### Listed records
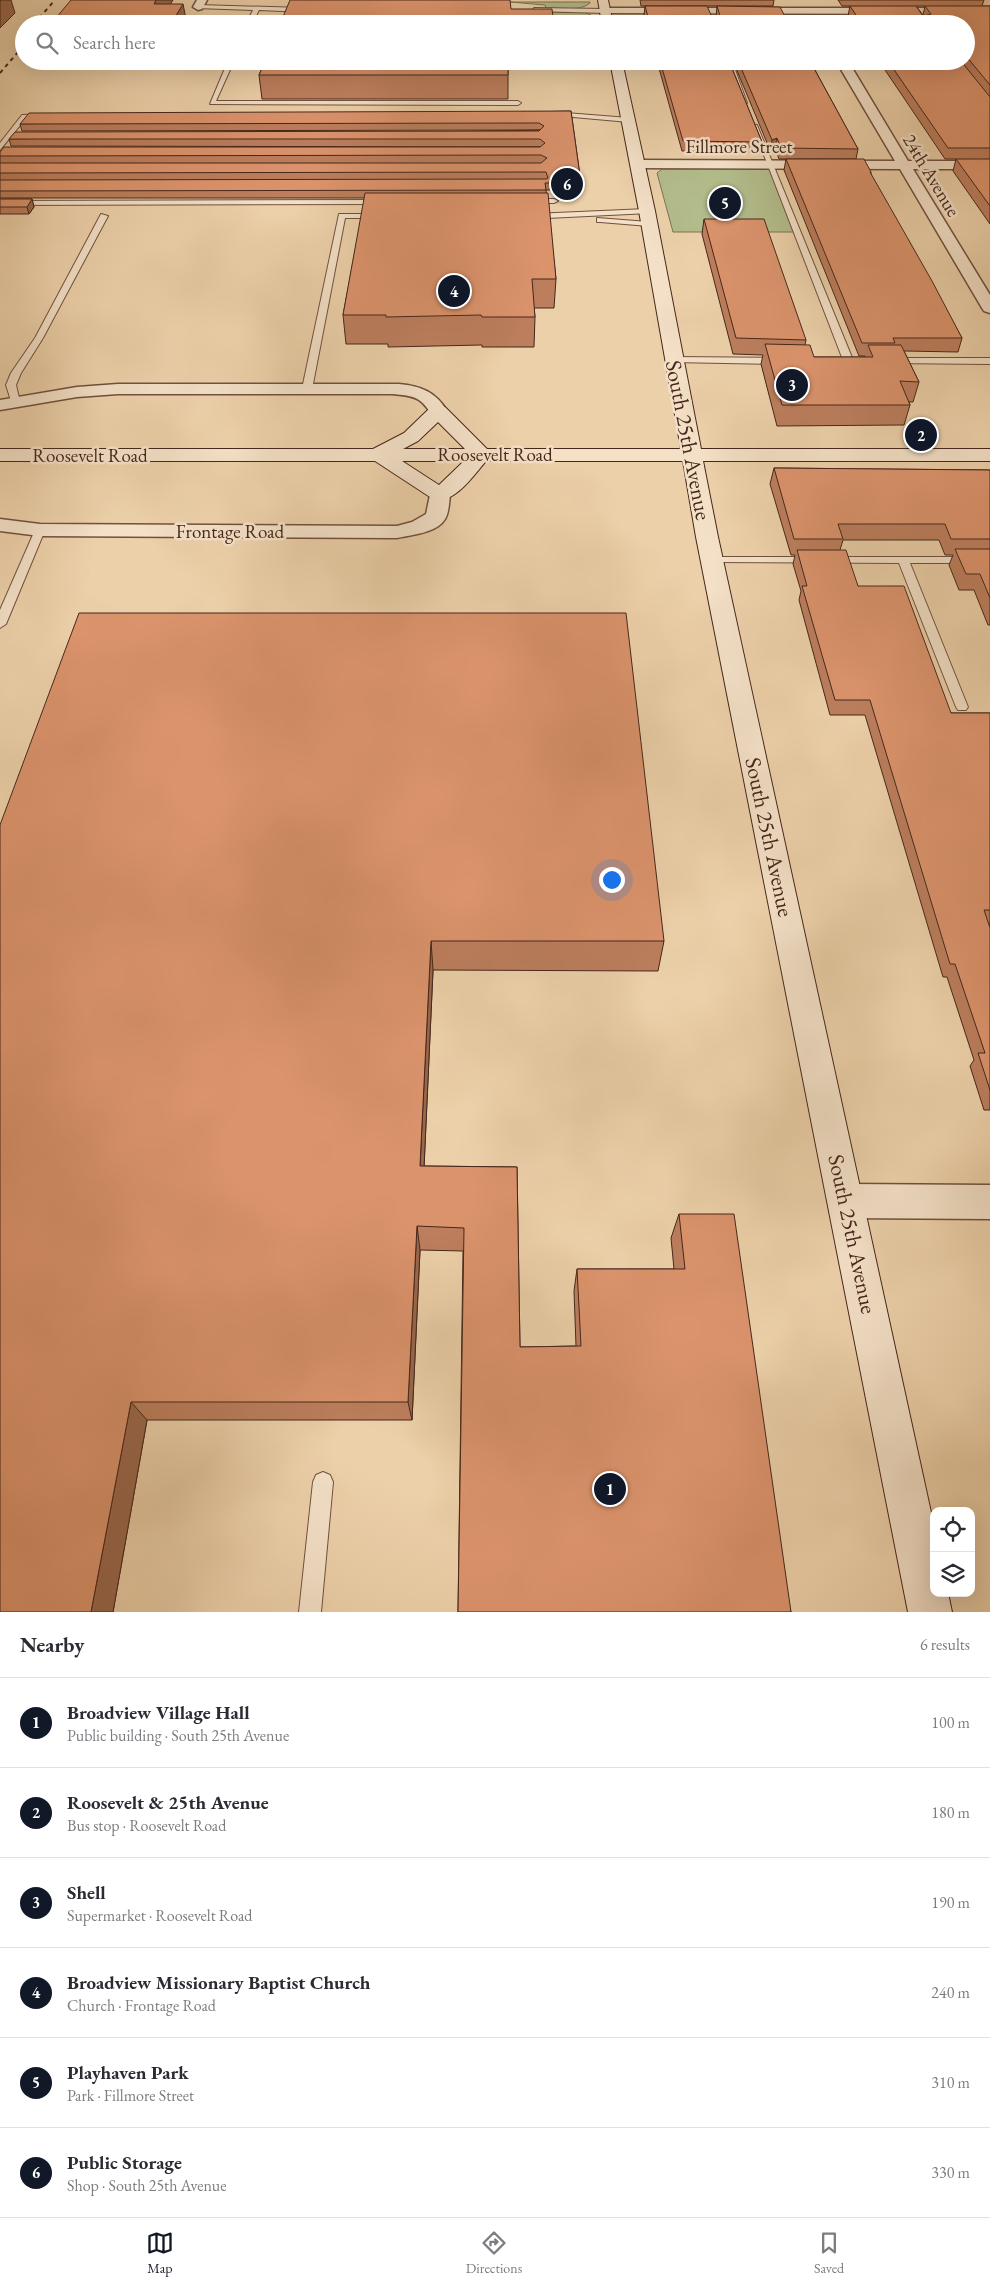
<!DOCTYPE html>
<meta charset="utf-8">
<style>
:root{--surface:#fff;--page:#f7f7f7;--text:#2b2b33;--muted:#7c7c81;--line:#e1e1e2;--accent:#111827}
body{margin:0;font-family:"EB Garamond",serif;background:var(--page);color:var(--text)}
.controls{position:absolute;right:15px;bottom:15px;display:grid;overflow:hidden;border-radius:10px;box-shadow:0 5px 20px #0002}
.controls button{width:45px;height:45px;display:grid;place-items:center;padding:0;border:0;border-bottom:1px solid var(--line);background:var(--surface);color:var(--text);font:25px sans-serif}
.you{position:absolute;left:611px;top:879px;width:18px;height:18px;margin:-12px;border:4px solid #fff;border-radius:50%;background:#1a73e8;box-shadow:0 0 0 8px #1a73e833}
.badge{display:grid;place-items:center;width:32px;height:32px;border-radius:50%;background:var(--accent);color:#fff;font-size:16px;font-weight:700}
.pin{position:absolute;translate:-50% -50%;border:2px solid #fff;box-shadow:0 1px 5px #0006}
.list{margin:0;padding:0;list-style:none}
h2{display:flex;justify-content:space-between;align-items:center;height:65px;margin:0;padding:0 20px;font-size:21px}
h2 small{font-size:16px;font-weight:400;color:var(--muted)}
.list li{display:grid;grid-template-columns:32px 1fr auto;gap:15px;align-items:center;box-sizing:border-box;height:90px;padding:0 20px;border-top:1px solid var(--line)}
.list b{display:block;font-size:19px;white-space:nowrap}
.list p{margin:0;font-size:16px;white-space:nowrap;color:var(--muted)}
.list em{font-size:16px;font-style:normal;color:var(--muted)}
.icon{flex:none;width:28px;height:28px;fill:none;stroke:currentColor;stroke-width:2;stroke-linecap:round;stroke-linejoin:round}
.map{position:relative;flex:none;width:990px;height:1612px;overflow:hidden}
.search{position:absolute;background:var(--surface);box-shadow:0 5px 20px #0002;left:15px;right:15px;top:15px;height:55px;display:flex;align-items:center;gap:12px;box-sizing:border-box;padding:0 18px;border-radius:28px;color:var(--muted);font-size:19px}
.sheet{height:605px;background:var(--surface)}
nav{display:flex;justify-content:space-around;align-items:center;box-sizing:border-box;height:70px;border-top:1px solid var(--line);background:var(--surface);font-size:14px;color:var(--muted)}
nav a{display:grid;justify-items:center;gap:2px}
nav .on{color:var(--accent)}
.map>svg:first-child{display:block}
.green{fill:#b3bc8b;stroke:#7c7253}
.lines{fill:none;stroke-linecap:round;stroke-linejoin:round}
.service-casing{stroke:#70513e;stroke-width:2}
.minor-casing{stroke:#70513e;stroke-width:3}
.secondary-casing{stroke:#46271b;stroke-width:2}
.service{fill:#f3e0c7;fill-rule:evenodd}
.minor{fill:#f3e0c7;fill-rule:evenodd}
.secondary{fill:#f3e0c7;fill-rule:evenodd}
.rail{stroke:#46271b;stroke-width:2;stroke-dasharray:4 4;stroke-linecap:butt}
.wall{fill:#bc7e5d;stroke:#46271b;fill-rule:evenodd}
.shaded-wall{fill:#99674c;stroke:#46271b}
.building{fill:#db936c;stroke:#46271b}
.labels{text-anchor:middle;stroke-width:5;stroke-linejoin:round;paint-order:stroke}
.far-street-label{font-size:19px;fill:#46271b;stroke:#f3e0c7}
.street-label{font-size:22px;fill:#46271b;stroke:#f3e0c7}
</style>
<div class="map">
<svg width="990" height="1612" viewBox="0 0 990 1612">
<rect width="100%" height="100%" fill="#ecd0a9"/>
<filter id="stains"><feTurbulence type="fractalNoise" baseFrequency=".004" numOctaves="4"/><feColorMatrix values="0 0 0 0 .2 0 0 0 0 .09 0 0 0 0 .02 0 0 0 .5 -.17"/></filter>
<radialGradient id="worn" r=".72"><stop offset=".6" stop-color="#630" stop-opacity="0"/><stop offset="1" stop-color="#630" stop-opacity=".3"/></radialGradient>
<path class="green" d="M 510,2 L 590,2 L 590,3 C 580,12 558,8 546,8 L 545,5 Z
M 514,12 L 584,12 L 591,15 L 593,24 L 506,24 Z
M 772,168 L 797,232 L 673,232 L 657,173 L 662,169 Z"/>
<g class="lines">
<defs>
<path id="service" d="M 198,5 L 305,8 L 308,10 L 305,12 L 259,10 L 252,24 L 246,24 L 253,10 L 196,8 Z
M 534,8 L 605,9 L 608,11 L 605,13 L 532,11 Z
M 228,61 L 234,61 L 216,101 L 518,101 L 521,103 L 518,105 L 210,104 Z
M 726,61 L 732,61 L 747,103 L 742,102 Z
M 553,112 L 629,118 L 632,120 L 629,122 L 551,115 Z
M 44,114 L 46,117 L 26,118 L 0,150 L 0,143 L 22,115 Z
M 752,124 L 757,125 L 853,360 L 851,362 L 843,360 Z
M 531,199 L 554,199 L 558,201 L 554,203 L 528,203 L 528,199 Z
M 385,200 L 385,204 L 382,204 L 0,205 L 0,201 Z
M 647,209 L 650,209 L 650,213 L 547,218 L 533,218 L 529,216 L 533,214 Z
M 101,214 L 108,216 L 43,338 L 21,373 L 16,385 L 20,402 L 18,404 L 12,404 L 6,385 L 11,373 L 35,338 Z
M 339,214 L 379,214 L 383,216 L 379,218 L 345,218 L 312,389 L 307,392 L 302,389 Z
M 597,218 L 649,222 L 653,224 L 649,226 L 600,222 L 597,222 Z
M 674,357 L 781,358 L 786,361 L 781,364 L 671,362 L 669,360 Z
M 890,358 L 990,358 L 990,364 L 887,363 L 887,359 Z
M 40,527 L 45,530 L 6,624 L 0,628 L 0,610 L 35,530 Z
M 712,557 L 990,557 L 990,563 L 910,563 L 968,707 L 966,710 L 958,710 L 956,707 L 899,563 L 708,562 L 706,560 Z
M 323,1472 L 330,1475 L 333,1482 L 321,1612 L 299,1612 L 313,1482 L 316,1475 Z"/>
<path id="minor" d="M 197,0 L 207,0 L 202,9 L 198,10 L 193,7 Z
M 605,8 L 990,8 L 990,14 L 601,13 L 601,9 Z
M 836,61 L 848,61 L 908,161 L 990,161 L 990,169 L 913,169 L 990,295 L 990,313 L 984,311 L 982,308 L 900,169 L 638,168 L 631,164 L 638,160 L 895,161 Z
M 118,384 L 399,384 C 421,386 436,392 447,411 L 444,415 C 429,419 430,407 419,400 C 411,395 402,395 392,394 L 118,394 L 77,397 L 0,410 L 0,400 L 77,387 Z
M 440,489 L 447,491 L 450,495 C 449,502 449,513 445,519 C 437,533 411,535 397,538 L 40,536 L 0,531 L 0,519 L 40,524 L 397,526 L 412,522 L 426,514 L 430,495 L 433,491 Z
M 846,1184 L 990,1185 L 990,1219 L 846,1218 L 834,1213 L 829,1201 L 834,1189 Z"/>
<path id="secondary" d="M 598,0 L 608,0 L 613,24 L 602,24 Z
M 610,61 L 622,61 L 655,211 L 701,449 L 990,449 L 990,461 L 703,461 L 718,537 L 934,1526 L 934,1593 L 948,1593 L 952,1612 L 908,1612 L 696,537 L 683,461 L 486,461 C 473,476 454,505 433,499 L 375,461 L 0,461 L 0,449 L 373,449 L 404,433 L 431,407 L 438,405 L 445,407 L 487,449 L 681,449 L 639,211 ZM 438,422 L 465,449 L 403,449 L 418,441 ZM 402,461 L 464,461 L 439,485 Z"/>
</defs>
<use href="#service" class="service-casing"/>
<use href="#minor" class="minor-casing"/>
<use href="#secondary" class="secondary-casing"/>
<use href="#service" class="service"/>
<use href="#minor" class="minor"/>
<use href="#secondary" class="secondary"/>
<path class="rail" d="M 34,24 L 55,0
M 0,73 L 24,45"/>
</g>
<path class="wall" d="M 640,0 L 774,0 L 773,6 L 641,6 Z
M 838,0 L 984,0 L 982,6 L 990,6 L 990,224 L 953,171 L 956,159 L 945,159 L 879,61 L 966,61 L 966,24 L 853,24 L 848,16 L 850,6 L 842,6 ZM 916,6 L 925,6 L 923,15 Z
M 645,6 L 712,17 L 716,17 L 717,6 L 789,24 L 646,24 L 644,15 Z
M 39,61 L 165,61 L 163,66 L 40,66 Z
M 265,61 L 555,61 L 555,66 L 508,66 L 508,99 L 262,99 L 259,75 Z
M 657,61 L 729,61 L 762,142 L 760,152 L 682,151 Z
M 733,61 L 810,61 L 858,149 L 856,159 L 779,159 L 775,148 L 770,150 Z
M 571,111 L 581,183 L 581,190 L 546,190 L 556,279 L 554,308 L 534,308 L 535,317 L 534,347 L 482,347 L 482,345 L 388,347 L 388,344 L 346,344 L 343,315 L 365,198 L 0,198 L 0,152 L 540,147 L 11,146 L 9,139 L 540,130 L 22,131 L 20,124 Z
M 786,159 L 871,172 L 871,175 L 962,338 L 958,352 L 904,351 L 919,382 L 913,402 L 909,402 L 910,405 L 904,425 L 777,426 L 761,364 L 763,355 L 733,354 L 702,234 L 704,219 L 806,340 L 805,345 L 814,357 L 865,357 L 865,356 L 859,356 L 784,170 Z
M 0,199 L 32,199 L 34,207 L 29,214 L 0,214 Z
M 774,468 L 990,470 L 990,625 L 988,625 L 974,590 L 959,590 L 949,565 L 953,555 L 945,555 L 939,540 L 843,540 L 840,550 L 858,586 L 951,713 L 990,713 L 990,923 L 989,923 L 990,928 L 990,1110 L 984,1110 L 970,1066 L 974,1060 L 947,977 L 943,977 L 865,715 L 830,715 L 799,600 L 801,591 L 793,564 L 795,555 L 791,555 L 770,484 Z
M 0,825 L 664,941 L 658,971 L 433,970 L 424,1166 L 517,1167 L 520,1347 L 576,1346 L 574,1291 L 577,1269 L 674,1269 L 671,1238 L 679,1214 L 791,1612 L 458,1612 L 463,1251 L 420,1250 L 412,1420 L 147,1420 L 113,1612 L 0,1612 Z"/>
<path class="shaded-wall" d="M 0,0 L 11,0 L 15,13 L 0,28 Z
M 156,0 L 173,0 L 158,24 L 154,4 Z
M 183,4 L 187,24 L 171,24 Z
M 162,61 L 165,61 L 163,66 Z
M 777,138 L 775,148 L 770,150 L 772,140 Z
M 32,199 L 34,207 L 29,214 L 27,207 Z
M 431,941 L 433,970 L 423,1191 L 420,1166 Z
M 417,1226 L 420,1250 L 412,1420 L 408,1402 Z
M 131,1402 L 147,1420 L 113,1612 L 91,1612 Z"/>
<path class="building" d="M 71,0 L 156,0 L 154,4 L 183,4 L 171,24 L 51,24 Z
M 290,0 L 510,0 L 511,9 L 552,9 L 554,24 L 280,24 Z
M 645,6 L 707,6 L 712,17 L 720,16 L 717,6 L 780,7 L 789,24 L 650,24 Z
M 850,6 L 916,6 L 923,16 L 931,14 L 925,6 L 990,6 L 990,85 L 966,56 L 966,24 L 862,24 Z
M 265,61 L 508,61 L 508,75 L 259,75 Z
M 660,61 L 729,61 L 762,142 L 683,141 Z
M 738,61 L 810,61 L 858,149 L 781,148 L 777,138 L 772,140 Z
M 888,61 L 961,61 L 990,97 L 990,148 L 948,148 Z
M 571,111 L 581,183 L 545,183 L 546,190 L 0,191 L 0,180 L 546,179 L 548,178 L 546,172 L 0,173 L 0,163 L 541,163 L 547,158 L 541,155 L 0,156 L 0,152 L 4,147 L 540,147 L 545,143 L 540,139 L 9,139 L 15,132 L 539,131 L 544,126 L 539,123 L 20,124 L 29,113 Z
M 786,159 L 864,159 L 871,172 L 870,172 L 932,281 L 962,338 L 893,338 L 895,343 L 862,343 Z
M 956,159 L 990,159 L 990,206 Z
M 365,193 L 548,193 L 556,279 L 532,279 L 535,317 L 482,317 L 481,315 L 386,317 L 386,315 L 343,315 Z
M 0,199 L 32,199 L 27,207 L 0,207 Z
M 704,219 L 764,219 L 806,340 L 736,338 Z
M 765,344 L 810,345 L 814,357 L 873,357 L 868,345 L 901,345 L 919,382 L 900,381 L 910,405 L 782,405 Z
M 774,468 L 990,470 L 990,539 L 951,539 L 945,524 L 838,524 L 843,539 L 794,539 Z
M 955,549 L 990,549 L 990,598 L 980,574 L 966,574 Z
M 797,550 L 846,550 L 858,586 L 904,586 L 951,713 L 990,713 L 990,910 L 984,910 L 990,928 L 990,1090 L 978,1053 L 985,1053 L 955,964 L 950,964 L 870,700 L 835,700 L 802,586 L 807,586 Z
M 79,613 L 626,613 L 664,941 L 431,941 L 420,1166 L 517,1167 L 520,1347 L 581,1346 L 577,1269 L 685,1269 L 679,1214 L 734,1214 L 791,1612 L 458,1612 L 464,1228 L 417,1226 L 408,1402 L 131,1402 L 91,1612 L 0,1612 L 0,825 Z"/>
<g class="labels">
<g class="far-street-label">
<text x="739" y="153">Fillmore Street</text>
<text transform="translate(932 175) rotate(59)" y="7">24th Avenue</text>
<text x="495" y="461">Roosevelt Road</text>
<text x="90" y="462">Roosevelt Road</text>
<text x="230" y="538">Frontage Road</text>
</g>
<g class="street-label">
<text transform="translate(689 440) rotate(79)" y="8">South 25th Avenue</text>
<text transform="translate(770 837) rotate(78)" y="8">South 25th Avenue</text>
<text transform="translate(853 1234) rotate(78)" y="8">South 25th Avenue</text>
</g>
</g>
<rect width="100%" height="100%" filter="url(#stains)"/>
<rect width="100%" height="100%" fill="url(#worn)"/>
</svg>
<div class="controls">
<button><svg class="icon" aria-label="locate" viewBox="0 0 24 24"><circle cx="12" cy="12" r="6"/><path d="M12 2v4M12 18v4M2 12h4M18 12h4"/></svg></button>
<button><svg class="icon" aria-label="layers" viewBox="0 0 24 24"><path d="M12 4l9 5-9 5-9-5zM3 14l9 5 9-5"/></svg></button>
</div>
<div class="you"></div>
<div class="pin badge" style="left:610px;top:1489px">1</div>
<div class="pin badge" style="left:921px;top:435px">2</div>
<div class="pin badge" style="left:792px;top:385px">3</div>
<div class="pin badge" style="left:454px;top:291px">4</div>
<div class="pin badge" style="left:725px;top:203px">5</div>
<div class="pin badge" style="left:567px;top:184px">6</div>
<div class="search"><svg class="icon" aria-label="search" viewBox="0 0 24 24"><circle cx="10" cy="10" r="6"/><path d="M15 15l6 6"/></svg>Search here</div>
</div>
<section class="sheet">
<h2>Nearby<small>6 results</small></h2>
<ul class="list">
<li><span class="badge">1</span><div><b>Broadview Village Hall</b><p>Public building · South 25th Avenue</p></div><em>100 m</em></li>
<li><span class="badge">2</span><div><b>Roosevelt &amp; 25th Avenue</b><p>Bus stop · Roosevelt Road</p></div><em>180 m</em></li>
<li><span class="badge">3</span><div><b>Shell</b><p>Supermarket · Roosevelt Road</p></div><em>190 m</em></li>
<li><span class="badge">4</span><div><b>Broadview Missionary Baptist Church</b><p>Church · Frontage Road</p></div><em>240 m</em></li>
<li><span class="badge">5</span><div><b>Playhaven Park</b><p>Park · Fillmore Street</p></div><em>310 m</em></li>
<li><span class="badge">6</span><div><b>Public Storage</b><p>Shop · South 25th Avenue</p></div><em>330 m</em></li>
</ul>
</section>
<nav>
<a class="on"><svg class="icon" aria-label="map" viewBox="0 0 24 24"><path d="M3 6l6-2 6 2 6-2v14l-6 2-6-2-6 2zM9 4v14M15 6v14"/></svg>Map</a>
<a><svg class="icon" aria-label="directions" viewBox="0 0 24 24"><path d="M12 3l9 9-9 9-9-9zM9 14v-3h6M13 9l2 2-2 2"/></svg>Directions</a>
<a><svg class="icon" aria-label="saved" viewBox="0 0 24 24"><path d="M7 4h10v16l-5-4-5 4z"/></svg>Saved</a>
</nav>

### Exercise
Across the entries above, find each line with the word "nowrap" and please copy it out.

### Worked solution
.list b{display:block;font-size:19px;white-space:nowrap}
.list p{margin:0;font-size:16px;white-space:nowrap;color:var(--muted)}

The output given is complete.